В доме Адель застыла, держа в руке мокрый пакетик чая: по ее телу неожиданно пробежала дрожь. Сквозняк, наверное. Джеймс занимался аварийно-спасательными работами, он называл это «неотложкой». Забивал досками разбитые окна, чинил электричество. Но пока дом не выглядел обитаемым. Повсюду гуляли сквозняки, тянуло из-под пола и из каминов. Газовый обогреватель, который им одолжил Льюин, она поставила на втором этаже в импровизированной студии. Точнее, Джеймс отнес его туда, ворча: «Зачем он нужен тебе наверху чертовой лестницы». Он все готов сделать для нее, она это знала. Ей хотелось, чтобы он побольше сделал в самом доме, прежде чем заниматься канализацией, но она согласилась с его доводами. Надо как можно больше успеть сделать на улице, пока не стало сыро, пока не начало подмораживать. Как только земля замерзнет, о лопате можно забыть. А что, если придется ходить по дому в двух свитерах и никогда не снимать обувь? Ее опять передернуло. Был только конец октября; Господи, помоги нам пережить февраль. Если мы еще будем здесь в феврале, подумала она и удивилась собственным мыслям. Где ж им еще быть?

На кухню приплелся Элвис. Она села на корточки и сунула руки в его теплую блестящую шкуру. Он восторженно обдавал ее своим невыразимо вонючим дыханием. Адель убрала лицо в сторону, погладила его по животу. Он постепенно старел, на морде появлялись седые клочья шерсти. Флегматичное, спокойное животное, очень любит Сэма. Ни разу не оскалился на него, даже когда Сэм ужасно вел себя. Он был уверен, что у Элвиса съемный хвост, надо только дернуть посильнее.

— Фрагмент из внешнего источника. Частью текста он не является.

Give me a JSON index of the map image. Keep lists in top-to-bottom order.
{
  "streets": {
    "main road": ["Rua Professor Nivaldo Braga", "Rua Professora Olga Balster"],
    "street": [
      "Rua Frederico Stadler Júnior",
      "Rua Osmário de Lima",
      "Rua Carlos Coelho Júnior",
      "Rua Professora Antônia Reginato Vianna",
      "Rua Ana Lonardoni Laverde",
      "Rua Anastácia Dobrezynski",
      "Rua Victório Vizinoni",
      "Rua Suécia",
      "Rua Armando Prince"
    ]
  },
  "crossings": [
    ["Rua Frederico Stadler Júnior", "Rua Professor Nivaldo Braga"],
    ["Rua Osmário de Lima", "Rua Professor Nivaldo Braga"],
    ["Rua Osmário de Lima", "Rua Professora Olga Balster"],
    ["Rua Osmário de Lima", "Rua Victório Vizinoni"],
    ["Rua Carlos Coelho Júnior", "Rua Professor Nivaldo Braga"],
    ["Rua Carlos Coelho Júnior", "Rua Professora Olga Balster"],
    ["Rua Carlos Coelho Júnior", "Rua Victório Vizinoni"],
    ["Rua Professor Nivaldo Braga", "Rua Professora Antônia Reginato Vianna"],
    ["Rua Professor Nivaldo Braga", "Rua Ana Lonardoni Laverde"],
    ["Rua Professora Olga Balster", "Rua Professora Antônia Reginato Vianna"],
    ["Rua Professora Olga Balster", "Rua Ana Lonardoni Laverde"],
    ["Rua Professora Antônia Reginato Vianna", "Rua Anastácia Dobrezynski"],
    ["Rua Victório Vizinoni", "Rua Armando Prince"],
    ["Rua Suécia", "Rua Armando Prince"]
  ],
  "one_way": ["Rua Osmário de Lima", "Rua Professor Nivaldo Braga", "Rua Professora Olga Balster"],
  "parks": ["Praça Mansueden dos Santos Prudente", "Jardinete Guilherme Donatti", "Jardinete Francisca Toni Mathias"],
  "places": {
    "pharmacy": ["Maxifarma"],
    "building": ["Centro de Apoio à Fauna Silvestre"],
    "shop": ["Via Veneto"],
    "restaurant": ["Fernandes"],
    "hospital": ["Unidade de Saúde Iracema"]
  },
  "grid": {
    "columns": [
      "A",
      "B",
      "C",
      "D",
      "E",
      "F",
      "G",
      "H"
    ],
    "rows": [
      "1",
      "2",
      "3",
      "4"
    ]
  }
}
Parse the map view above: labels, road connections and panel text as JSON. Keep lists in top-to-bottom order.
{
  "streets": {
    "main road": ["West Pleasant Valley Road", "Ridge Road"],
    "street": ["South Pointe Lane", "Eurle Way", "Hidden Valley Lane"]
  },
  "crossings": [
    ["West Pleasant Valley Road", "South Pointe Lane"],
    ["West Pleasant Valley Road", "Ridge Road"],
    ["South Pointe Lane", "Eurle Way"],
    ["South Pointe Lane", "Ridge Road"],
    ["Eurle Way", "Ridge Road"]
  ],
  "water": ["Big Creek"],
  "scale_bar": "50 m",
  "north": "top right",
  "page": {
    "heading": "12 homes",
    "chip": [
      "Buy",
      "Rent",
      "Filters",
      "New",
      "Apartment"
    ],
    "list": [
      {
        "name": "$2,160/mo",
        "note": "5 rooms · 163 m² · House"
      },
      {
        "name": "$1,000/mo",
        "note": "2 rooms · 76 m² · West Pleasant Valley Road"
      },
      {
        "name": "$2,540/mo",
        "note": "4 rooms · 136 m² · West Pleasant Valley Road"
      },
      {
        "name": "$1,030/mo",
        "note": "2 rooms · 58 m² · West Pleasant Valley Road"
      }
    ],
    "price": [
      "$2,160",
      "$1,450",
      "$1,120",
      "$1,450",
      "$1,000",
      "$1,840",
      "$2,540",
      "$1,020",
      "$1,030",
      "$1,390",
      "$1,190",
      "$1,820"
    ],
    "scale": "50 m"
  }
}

Раздался стук в дверь, Элвис тявкнул и поплелся посмотреть. Адель двинулась следом, удивленная неожиданно появившимся неприятным чувством, почти тревогой. Это просто пришел Сэм, замерзший и подавленный.

— Привет, Сэмми! Сэмми Дэвис Младший, — сказала она и потерла его холодные ушки. — Чего делал? Отцу помогал?

— Я держал веревку. А потом надо было копать, а я не умею правильно держать лопату, — сказал Сэм. — А потом мне запретили играть со стеной.

Голос у него совершенно отстраненный, подумала Адель. Бедный, замерзший малыш.

— Он сказал: налей ему чашку чаю, пожалуйста.

Она подумала, что «пожалуйста» наверняка было поправкой Сэма. Джеймс не отличался особенной вежливостью.

— Ой как смешно. Я ведь как раз занимаюсь чаем. Разве не смешно?

— Да, — вежливо ответил Сэм с таким видом, будто бы для него в этом мире ничего смешного больше быть не может.

— Ох, малыш, ты совсем замерз. Хочешь горячего молока? Мне кажется, у нас где-то есть шоколадный «Несквик», и это может быть тебе интересно.

— Да, пожалуйста, — сказал он и с трагическим видом пошел за ней на кухню. Элвис тоже пошел с ними, уважительно приотстав.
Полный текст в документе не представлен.